Task brief: Give every line of the material again, exactly as written.

Study material:
*** Block opens ***
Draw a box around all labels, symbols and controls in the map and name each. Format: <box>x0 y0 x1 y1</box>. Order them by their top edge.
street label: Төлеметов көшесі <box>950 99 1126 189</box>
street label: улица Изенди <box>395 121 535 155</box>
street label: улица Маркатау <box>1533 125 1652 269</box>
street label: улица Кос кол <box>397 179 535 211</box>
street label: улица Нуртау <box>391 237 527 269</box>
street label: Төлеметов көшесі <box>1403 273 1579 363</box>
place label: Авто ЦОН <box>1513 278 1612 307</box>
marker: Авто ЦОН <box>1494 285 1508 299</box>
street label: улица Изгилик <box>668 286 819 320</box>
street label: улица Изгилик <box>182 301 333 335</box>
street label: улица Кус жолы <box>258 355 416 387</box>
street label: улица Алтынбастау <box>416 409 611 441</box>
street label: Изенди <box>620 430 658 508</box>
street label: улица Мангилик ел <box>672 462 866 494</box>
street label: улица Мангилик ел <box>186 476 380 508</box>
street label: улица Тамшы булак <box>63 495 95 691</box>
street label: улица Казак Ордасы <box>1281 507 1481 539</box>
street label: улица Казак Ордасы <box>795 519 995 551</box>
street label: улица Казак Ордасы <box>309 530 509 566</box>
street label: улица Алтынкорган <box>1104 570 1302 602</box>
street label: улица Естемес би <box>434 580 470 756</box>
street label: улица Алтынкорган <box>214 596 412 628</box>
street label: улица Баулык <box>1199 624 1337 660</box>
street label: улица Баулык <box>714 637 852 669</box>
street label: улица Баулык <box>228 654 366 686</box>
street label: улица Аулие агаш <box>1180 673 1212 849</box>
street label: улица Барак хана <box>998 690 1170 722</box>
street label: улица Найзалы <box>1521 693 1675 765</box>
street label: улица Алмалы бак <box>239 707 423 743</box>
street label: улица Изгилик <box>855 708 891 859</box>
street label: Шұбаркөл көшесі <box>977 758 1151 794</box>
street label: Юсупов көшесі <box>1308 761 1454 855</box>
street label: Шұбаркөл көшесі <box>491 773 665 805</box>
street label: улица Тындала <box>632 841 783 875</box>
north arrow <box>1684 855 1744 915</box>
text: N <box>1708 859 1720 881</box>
*** Block closes ***
Answer to the problem:
Draw a box around all labels, symbols and controls in the map and name each. Format: <box>x0 y0 x1 y1</box>. Order them by their top edge.
street label: Төлеметов көшесі <box>950 99 1126 189</box>
street label: улица Изенди <box>395 121 535 155</box>
street label: улица Маркатау <box>1533 125 1652 269</box>
street label: улица Кос кол <box>397 179 535 211</box>
street label: улица Нуртау <box>391 237 527 269</box>
street label: Төлеметов көшесі <box>1403 273 1579 363</box>
place label: Авто ЦОН <box>1513 278 1612 307</box>
marker: Авто ЦОН <box>1494 285 1508 299</box>
street label: улица Изгилик <box>668 286 819 320</box>
street label: улица Изгилик <box>182 301 333 335</box>
street label: улица Кус жолы <box>258 355 416 387</box>
street label: улица Алтынбастау <box>416 409 611 441</box>
street label: Изенди <box>620 430 658 508</box>
street label: улица Мангилик ел <box>672 462 866 494</box>
street label: улица Мангилик ел <box>186 476 380 508</box>
street label: улица Тамшы булак <box>63 495 95 691</box>
street label: улица Казак Ордасы <box>1281 507 1481 539</box>
street label: улица Казак Ордасы <box>795 519 995 551</box>
street label: улица Казак Ордасы <box>309 530 509 566</box>
street label: улица Алтынкорган <box>1104 570 1302 602</box>
street label: улица Естемес би <box>434 580 470 756</box>
street label: улица Алтынкорган <box>214 596 412 628</box>
street label: улица Баулык <box>1199 624 1337 660</box>
street label: улица Баулык <box>714 637 852 669</box>
street label: улица Баулык <box>228 654 366 686</box>
street label: улица Аулие агаш <box>1180 673 1212 849</box>
street label: улица Барак хана <box>998 690 1170 722</box>
street label: улица Найзалы <box>1521 693 1675 765</box>
street label: улица Алмалы бак <box>239 707 423 743</box>
street label: улица Изгилик <box>855 708 891 859</box>
street label: Шұбаркөл көшесі <box>977 758 1151 794</box>
street label: Юсупов көшесі <box>1308 761 1454 855</box>
street label: Шұбаркөл көшесі <box>491 773 665 805</box>
street label: улица Тындала <box>632 841 783 875</box>
north arrow <box>1684 855 1744 915</box>
text: N <box>1708 859 1720 881</box>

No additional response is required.